The goal of the example, then, is to find the constants p0 through p3 to complete the formula. scipy can find this array of four constants. All you need is an error function that scipy can use to see how close its guesses are to the actual sampled data points.
fitfunc = lambda p, x: p[0]*cos(2*pi/p[1]*x+p[2]) + p[3]*x # Target function
errfunc = lambda p: fitfunc(p, Tx) - tX # Distance to the target function
errfunc takes just one parameter: an array of length 4. It plugs those constants into the formula and calculates an array of values on the candidate curve, then subtracts the array of sampled data points tX. The result is an array of error values; presumably scipy will take the sum of the squares of these values.
Then just put some initial guesses in and scipy.optimize.leastsq crunches the numbers, trying to find a set of parameters p where the error is minimized.
p0 = [-15., 0.8, 0., -1.] # Initial guess for the parameters
p1, success = optimize.leastsq(errfunc, p0[:])
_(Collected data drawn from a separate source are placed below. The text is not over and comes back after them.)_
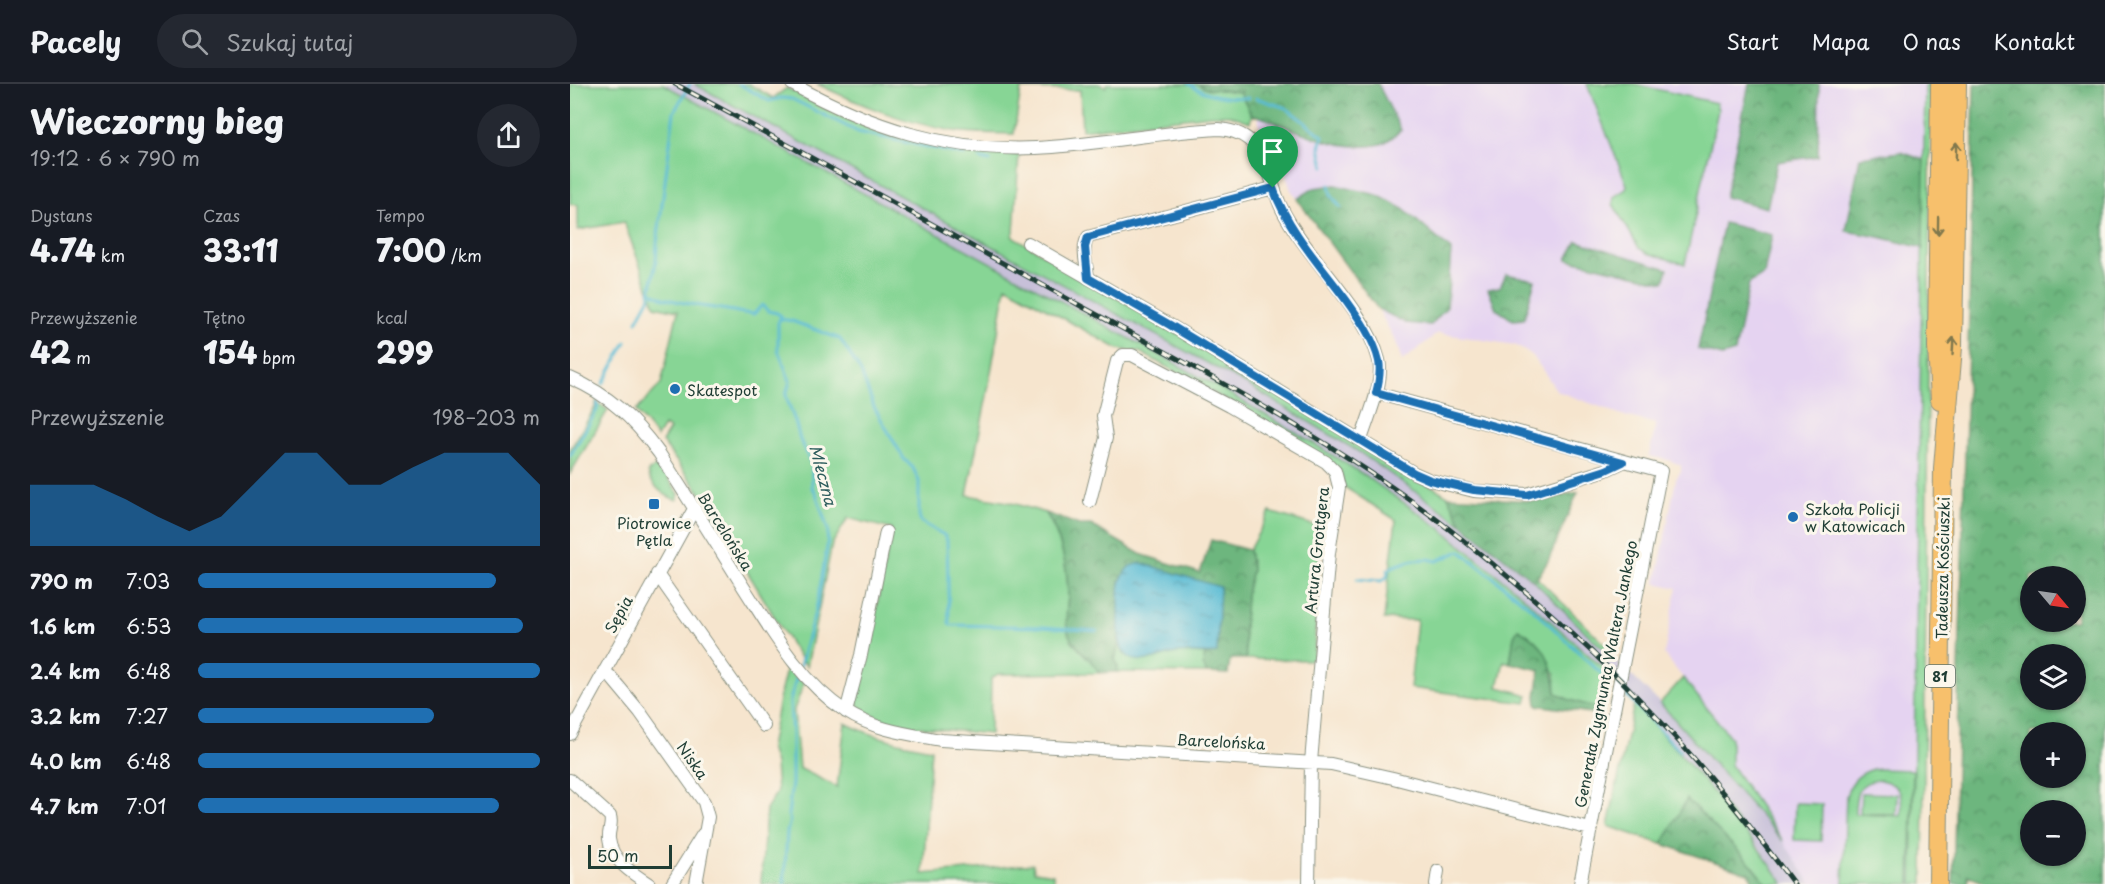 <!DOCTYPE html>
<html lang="pl">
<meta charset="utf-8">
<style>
body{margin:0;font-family:"Playpen Sans",sans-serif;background:#242831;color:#f1f3f6;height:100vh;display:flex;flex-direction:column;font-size:22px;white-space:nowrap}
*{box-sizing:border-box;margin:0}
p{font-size:20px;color:#9ea1a6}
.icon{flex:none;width:33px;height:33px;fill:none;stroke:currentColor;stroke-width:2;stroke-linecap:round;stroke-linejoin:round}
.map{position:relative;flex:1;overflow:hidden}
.drawer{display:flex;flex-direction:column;background:#171b24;width:570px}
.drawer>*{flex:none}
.needle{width:39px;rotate:119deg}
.buttons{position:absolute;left:1450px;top:482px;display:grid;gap:12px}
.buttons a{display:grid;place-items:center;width:66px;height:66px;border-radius:50%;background:#171b24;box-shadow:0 2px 4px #0004;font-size:30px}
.scale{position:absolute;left:18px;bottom:15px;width:84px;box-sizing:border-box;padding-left:6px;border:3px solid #1f3d34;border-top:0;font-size:16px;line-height:21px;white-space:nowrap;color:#1f3d34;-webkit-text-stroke:4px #fbf7ec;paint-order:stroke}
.pin{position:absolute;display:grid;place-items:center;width:51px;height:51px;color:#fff;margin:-62px -26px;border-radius:50% 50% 50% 0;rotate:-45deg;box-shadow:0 0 6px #0007}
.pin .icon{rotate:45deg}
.round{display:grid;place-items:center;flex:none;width:63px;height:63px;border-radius:32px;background:#242831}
.headline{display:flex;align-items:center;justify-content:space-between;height:102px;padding:0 30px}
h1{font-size:33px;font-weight:800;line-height:45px}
.stats{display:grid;grid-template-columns:repeat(3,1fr);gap:9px;height:102px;padding:6px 30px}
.stats div{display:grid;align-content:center}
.stats b{font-size:30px;font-weight:800}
.stats small{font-size:16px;font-weight:400}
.stats p{font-size:16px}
.chart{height:168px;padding:12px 30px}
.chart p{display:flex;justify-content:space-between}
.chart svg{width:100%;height:108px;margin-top:6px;fill:#1f6fb2;opacity:.7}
ul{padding:0 30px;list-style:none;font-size:20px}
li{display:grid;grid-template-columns:96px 72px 1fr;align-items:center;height:45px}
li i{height:15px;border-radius:8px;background:#1f6fb2}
header{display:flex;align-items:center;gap:36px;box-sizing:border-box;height:84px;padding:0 30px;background:#171b24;border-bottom:2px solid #363941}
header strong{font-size:28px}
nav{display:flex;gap:33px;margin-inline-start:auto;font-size:21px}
.search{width:420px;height:54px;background:#242831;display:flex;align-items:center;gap:15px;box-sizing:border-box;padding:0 21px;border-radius:33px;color:#9ea1a6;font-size:22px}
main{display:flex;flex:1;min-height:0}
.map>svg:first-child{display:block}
.built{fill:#e5d3f1}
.industrial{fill:#c7c0d9}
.grass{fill:#87d595;stroke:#538964;stroke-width:1.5;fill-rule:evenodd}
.forest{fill:url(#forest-crowns);stroke:#467a59;stroke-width:1.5;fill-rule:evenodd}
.water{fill:url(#water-ripples);stroke:#3a7c84;stroke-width:1.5}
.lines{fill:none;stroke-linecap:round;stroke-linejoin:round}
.stream{stroke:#55bad3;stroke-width:3}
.minor-casing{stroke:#8a9181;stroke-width:14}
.primary-casing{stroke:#8a9181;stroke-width:20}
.minor{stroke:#fff;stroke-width:12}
.primary{stroke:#f7c06c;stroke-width:18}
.rail-casing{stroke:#1f3d34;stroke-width:5}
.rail{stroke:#fbf7ec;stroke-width:3;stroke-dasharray:9;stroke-linecap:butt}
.oneway{stroke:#80784d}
.route-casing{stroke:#fff;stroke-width:12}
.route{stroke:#1f6fb2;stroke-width:8}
.poi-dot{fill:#1f6fb2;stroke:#fbf7ec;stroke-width:2}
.labels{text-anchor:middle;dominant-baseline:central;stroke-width:6;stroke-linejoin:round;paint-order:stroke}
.shield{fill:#fbf7ec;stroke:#61756b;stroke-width:1.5}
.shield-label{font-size:14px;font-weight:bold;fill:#1f3d34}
.poi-label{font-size:15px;fill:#1f3d34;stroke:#fbf7ec;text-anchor:start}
.street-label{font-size:15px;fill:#1f3d34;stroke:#fbf7ec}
.water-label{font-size:16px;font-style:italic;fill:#2c5c5c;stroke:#fbf7ec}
</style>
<header>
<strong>Pacely</strong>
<div class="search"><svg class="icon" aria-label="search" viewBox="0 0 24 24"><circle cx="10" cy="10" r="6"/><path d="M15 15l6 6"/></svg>Szukaj tutaj</div>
<nav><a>Start</a><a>Mapa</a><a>O nas</a><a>Kontakt</a></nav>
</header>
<main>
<section class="drawer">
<div class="headline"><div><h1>Wieczorny bieg</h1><p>19:12 · 6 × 790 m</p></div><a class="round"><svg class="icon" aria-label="share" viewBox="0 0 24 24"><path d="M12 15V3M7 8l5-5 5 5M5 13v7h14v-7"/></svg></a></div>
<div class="stats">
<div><p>Dystans</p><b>4.74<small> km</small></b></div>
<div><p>Czas</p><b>33:11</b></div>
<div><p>Tempo</p><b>7:00<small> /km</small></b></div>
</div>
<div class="stats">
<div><p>Przewyższenie</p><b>42<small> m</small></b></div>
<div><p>Tętno</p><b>154<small> bpm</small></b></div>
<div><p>kcal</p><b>299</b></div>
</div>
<div class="chart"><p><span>Przewyższenie</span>198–203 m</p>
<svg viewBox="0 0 160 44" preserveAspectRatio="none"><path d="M0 44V19L10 19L20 19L30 25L40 32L50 38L60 32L70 19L80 6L90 6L100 19L110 19L120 12L130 6L140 6L150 6L160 19V44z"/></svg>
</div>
<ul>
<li><b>790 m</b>7:03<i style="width:87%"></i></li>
<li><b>1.6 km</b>6:53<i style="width:95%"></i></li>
<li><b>2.4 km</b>6:48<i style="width:100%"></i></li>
<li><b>3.2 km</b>7:27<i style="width:69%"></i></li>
<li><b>4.0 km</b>6:48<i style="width:100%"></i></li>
<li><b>4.7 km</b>7:01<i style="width:88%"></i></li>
</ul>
</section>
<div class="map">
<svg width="1535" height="800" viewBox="0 0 1535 800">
<defs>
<pattern id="forest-crowns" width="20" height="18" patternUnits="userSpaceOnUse" patternTransform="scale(1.5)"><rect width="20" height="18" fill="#6db67e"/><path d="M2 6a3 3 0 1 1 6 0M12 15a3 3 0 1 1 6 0" fill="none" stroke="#599568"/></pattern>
<pattern id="water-ripples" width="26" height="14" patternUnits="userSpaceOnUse" patternTransform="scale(1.5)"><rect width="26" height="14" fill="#55bad3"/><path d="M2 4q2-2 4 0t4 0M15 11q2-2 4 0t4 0" fill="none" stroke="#4698ac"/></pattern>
</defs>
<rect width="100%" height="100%" fill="#fbf7ec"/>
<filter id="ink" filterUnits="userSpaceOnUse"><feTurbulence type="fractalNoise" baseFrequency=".0167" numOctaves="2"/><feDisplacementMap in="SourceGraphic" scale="12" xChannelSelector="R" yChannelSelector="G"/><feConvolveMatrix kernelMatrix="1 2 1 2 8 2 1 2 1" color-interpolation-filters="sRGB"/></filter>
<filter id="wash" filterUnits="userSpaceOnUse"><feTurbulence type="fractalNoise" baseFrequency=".008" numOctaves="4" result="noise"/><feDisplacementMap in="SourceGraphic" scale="24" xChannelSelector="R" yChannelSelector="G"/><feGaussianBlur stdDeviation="1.35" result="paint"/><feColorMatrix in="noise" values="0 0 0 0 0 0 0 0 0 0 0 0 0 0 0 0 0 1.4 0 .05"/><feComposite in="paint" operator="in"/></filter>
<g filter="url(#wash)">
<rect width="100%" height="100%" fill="#f6e5ce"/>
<path class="built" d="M 683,0 L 1355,0 L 1342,800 L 1241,800 L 1161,681 L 1161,654 L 1094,570 L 1107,504 L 1086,499 L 1106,395 L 1111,387 L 1111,381 L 1098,376 L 1079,372 L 1086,340 L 1055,332 L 987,307 L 963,272 L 945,261 L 868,249 L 832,277 L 826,258 L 808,225 L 721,106 L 705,61 L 690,44 Z"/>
<path class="industrial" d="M 93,0 L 124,0 L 569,241 L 676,300 L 789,368 L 855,413 L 892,440 L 965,498 L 1090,619 L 1213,757 L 1241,800 L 1214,800 L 1189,764 L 1126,687 L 1064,620 L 1040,590 L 949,509 L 870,444 L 833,417 L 735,354 L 648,303 Z"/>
<path class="grass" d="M 0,0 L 93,0 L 648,303 L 735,354 L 794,391 L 870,444 L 949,509 L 1040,590 C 1038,604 1038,621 1028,630 L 1026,624 L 997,615 L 986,609 L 985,589 L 948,545 L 944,552 L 940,579 L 934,577 L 928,603 L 958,611 L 956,619 L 840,604 L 847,536 L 814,535 L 826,436 L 773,402 L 771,388 L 687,333 L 570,268 L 548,265 L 436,202 L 417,311 L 397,411 L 438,418 L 476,429 C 491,454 498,483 498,513 C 497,526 494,540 500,553 C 507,567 523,575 529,589 L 428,590 L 421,595 L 420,650 L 338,642 L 316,637 L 290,625 C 282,611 285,594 296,582 L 321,445 L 278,434 L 262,460 L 237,582 L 225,567 L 127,404 L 92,358 L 100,345 L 94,342 L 87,353 L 66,327 L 91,300 L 108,227 L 85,222 L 54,138 L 8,146 L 8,121 L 0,120 Z
M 124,0 L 179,0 L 203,14 L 217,4 C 245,19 273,35 304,45 C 351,61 400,66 449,70 L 444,148 L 442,152 L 655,277 L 878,412 L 892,440 L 789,368 L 676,300 Z
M 247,0 L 528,0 L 536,3 L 536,0 L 628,0 L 634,4 L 670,8 L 682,32 L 680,38 L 660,31 L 641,31 L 512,46 L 510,6 L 451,5 L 444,50 C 424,49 403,50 384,47 C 335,39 291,21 247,0 Z
M 1017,0 L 1064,0 L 1146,19 L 1148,26 L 1115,180 L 1077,169 L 1069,164 L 1043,120 L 1044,113 L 1056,105 L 1057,101 Z
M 1355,0 L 1361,0 L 1353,800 L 1342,800 Z
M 26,318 L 38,326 L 0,390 L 0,366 L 26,322 Z
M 87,382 L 91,384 L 109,410 L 107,416 C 95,413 79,400 78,387 Z
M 700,428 L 750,443 L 744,576 L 676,575 L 674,545 L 676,510 L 682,486 L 679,466 Z
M 967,494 L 1043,568 L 1043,575 L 965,498 Z
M 549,559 L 554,570 L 576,576 L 610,568 L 635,570 L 633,581 L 637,589 L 546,588 L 548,583 L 545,575 Z
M 217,582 L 234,599 L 224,626 L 229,684 L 267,703 L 275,639 C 303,653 330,659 361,665 L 353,790 L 463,780 L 464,787 L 483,790 L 484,800 L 191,800 L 196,725 L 207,708 L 205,680 L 200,664 L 210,610 Z
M 1113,594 L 1161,654 L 1161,681 L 1213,757 L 1090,619 Z
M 1064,620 C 1118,677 1169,735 1214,800 L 1197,800 L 1183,782 L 1117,716 L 1092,760 L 1038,742 Z
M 1304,685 L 1343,686 L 1340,800 L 1273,800 L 1276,712 C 1281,697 1289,689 1304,685 ZM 1310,696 C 1332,700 1333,713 1331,732 L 1285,730 C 1285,711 1287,697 1310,696 Z
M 1291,709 L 1327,710 L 1326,730 L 1290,729 Z
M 1225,719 L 1252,720 L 1251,757 L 1224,756 Z"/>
<path class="forest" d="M 628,0 L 808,0 L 831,46 C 825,51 818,58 811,60 C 770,70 726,45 688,32 L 682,32 L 670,8 L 634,4 Z
M 1179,0 L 1249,0 L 1248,72 L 1207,78 L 1197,124 L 1155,113 Z
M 1404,0 L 1535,0 L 1535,800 L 1415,800 L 1398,791 L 1398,800 L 1383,800 L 1400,191 ZM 1461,492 L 1506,492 L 1506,537 L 1461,537 ZM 1461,570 L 1506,570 L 1506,615 L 1461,615 ZM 1461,648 L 1506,648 L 1506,693 L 1461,693 ZM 1461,726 L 1506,726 L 1506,771 L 1461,771 Z
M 1331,68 L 1354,76 L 1353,164 L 1309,153 L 1276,147 L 1290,73 Z
M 765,101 L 807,111 L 832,124 L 881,166 L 877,223 L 861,241 L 836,239 L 808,225 L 727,115 L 744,104 Z
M 1154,139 L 1202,151 L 1194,190 L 1179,200 L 1165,268 L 1152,272 L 1128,265 Z
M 1007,157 L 1098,185 L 1094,198 L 997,175 Z
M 936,190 L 965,196 L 954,235 L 943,236 L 926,225 L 918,205 L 930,203 Z
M 1008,408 L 978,477 L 965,498 L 892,440 L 878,412 L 963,417 Z
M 476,429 L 509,441 L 521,441 L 570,470 L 630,489 L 641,456 L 679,466 L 682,486 L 676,510 L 674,545 L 676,575 L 660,575 L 658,590 L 637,589 L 633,581 L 635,570 L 647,569 L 649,525 L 550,496 L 549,559 L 545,575 L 548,584 L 546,588 L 529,589 C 523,575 507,567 500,553 C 494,540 497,526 498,513 C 498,483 491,454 476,429 Z
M 948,545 C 976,559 983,579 986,609 L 997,615 L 1027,624 L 1028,630 L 967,621 L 966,612 L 970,586 L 940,579 L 944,552 Z
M 1117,715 L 1183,782 L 1197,800 L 1181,800 L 1182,795 L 1178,789 L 1092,760 Z"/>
<path class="water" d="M 571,479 L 650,503 L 647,569 C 634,571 620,567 606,569 C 598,570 592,573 584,575 C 544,584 549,552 549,525 C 549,508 547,494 560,482 Z"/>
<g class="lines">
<path class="stream" d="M 169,0 L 199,17 L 212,14 L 222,15 L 288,48 L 394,71
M 619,0 C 639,13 657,14 679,14
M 686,14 L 716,24 L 753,52 L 750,64 L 754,82
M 410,75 L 420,77
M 759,101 L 761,111 L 771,124
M 80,206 C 89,219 155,224 173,229 L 184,230 L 192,221 L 198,227 L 207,229 L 211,232 L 208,239 L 208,266 L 220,297 L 216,311 L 217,315 L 226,340 L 230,356 L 242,381 L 242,403 L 246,409 L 258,446 L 257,464 L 247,521 L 230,582
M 211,235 L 222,237 L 270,255 L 291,288 L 304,323 L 334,375 L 343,384 L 349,397 L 349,432 L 351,438 L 374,451 L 377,456 L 379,538 L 380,541 L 472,543 L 527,547
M 67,237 L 79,215 L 86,177 L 87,159 L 104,28 L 120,0
M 33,300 L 56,258
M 0,372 L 27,326 L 28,318
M 787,495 L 811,497 L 817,493 L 818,486 L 824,482 L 843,476 L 858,475 L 867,477 L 890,467 L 965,527 L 1036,594
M 1056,611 L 1110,667
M 214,800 L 217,748 L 220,736 L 218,731 L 222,699 L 222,650 L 220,617 L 228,588"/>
</g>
</g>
<g filter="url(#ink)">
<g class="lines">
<defs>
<path id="minor" d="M 222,0 C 300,43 376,68 466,64 C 527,61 588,48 649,45 C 663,46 676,51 685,62 C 700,79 702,105 712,125 C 736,173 796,225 809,276 C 814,299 798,333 791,356
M 458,159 L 600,241 L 844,389 L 860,396 L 904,407 L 957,410 L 1036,386 L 1053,378
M 518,194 C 517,182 511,164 518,153 L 703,104
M 0,294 C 40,311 64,335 89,369 C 118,414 146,459 174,504 C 203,549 230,597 275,627 C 304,646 338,650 371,656 L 761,680 L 823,694 L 1020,745
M 806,309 L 1091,387 L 1010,800
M 520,417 L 536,354 L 533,332 L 547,277 L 553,271 L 562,271 L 659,322 L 756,378 L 765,387 L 769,403 L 759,469 L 741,678 L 739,800
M 87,490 L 194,642
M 34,587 L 40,592 L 70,628 L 134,718 L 138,733 L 126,800
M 276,628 L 291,571 L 316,448
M 0,650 L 124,425
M 0,696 L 40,732 C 43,740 38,746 39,755 C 41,776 63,790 79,800
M 102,800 L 133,750
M 866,800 L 868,787"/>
<path id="primary" d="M 1370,316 L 1367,263 L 1370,0
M 1368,800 L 1373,384 L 1383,263 L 1387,0"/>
</defs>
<use href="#minor" class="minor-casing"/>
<use href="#primary" class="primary-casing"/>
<use href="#minor" class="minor"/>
<use href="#primary" class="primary"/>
<defs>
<path id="rail" d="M 105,0 C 240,72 374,147 509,221 C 636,290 766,357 879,445 C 955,504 1026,568 1091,638 C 1139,689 1182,744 1224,800"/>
</defs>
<use href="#rail" class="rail-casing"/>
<use href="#rail" class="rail"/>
</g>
<defs><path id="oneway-shaft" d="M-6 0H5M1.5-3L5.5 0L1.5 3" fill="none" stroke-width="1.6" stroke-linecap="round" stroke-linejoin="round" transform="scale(1.5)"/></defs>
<g class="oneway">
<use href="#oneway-shaft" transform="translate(1386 67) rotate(-89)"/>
<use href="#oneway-shaft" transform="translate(1368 142) rotate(91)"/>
<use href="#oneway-shaft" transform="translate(1383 262) rotate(-87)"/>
</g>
</g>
<g class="lines" filter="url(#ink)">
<defs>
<path id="route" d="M 703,104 C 718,146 750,181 776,216 C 789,234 804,255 809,277 C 811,288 809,298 806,309 L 1053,378 L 1036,386 L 957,411 L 904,406 L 860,396 L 844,389 L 600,241 L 518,194 L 515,163 L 518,153 Z"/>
</defs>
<use href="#route" class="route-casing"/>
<use href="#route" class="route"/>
</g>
<g class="poi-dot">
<circle cx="105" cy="305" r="6"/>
<rect x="78" y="414" width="12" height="12" rx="3"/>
<circle cx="1223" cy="433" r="6"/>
</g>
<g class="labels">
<rect class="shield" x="1355" y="581" width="30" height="22" rx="4.5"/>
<g class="shield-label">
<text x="1370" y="592">81</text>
</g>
<g class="poi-label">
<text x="117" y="305">Skatespot</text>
<text x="1235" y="424">Szkoła Policji<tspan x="1235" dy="17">w Katowicach</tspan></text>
<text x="84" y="438" text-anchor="middle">Piotrowice<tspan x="84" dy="17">Pętla</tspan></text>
</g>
<g class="street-label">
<text transform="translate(156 447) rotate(58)">Barcelońska</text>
<text transform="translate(746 466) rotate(-84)">Artura Grottgera</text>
<text transform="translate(1372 484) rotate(-89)">Tadeusza Kościuszki</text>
<text transform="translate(48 530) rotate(-61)">Sępia</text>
<text transform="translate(1035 590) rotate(-79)">Generała Zygmunta Waltera Jankego</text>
<text transform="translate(651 657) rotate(3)">Barcelońska</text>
<text transform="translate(123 676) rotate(55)">Niska</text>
</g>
<g class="water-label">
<text transform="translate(254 391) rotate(75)">Mleczna</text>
</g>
</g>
</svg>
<div class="buttons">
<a><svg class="needle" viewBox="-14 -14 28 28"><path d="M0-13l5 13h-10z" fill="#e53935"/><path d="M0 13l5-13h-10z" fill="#9ea1a6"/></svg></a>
<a><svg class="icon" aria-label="layers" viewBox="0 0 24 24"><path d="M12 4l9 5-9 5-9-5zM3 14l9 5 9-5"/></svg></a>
<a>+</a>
<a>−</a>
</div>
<div class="scale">50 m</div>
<div class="pin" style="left:703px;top:104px;background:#1e9e55"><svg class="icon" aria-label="arrive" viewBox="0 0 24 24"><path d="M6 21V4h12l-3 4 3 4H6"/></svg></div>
</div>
</main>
The result p1 is an array containing the four constants. success is 1, 2, 3, or 4 if ths solver actually found a solution. (If the errfunc is sufficiently crazy, the solver can fail.)
This looks like a polynomial approximation. You can play with polynoms in Excel ("Add Trendline" to a chart, select Polynomial, then increase the order to the level of approximation that you need). It shouldn't be too hard to find an algorithm/code for that.
Excel can show the equation that it came up with for the approximation, too.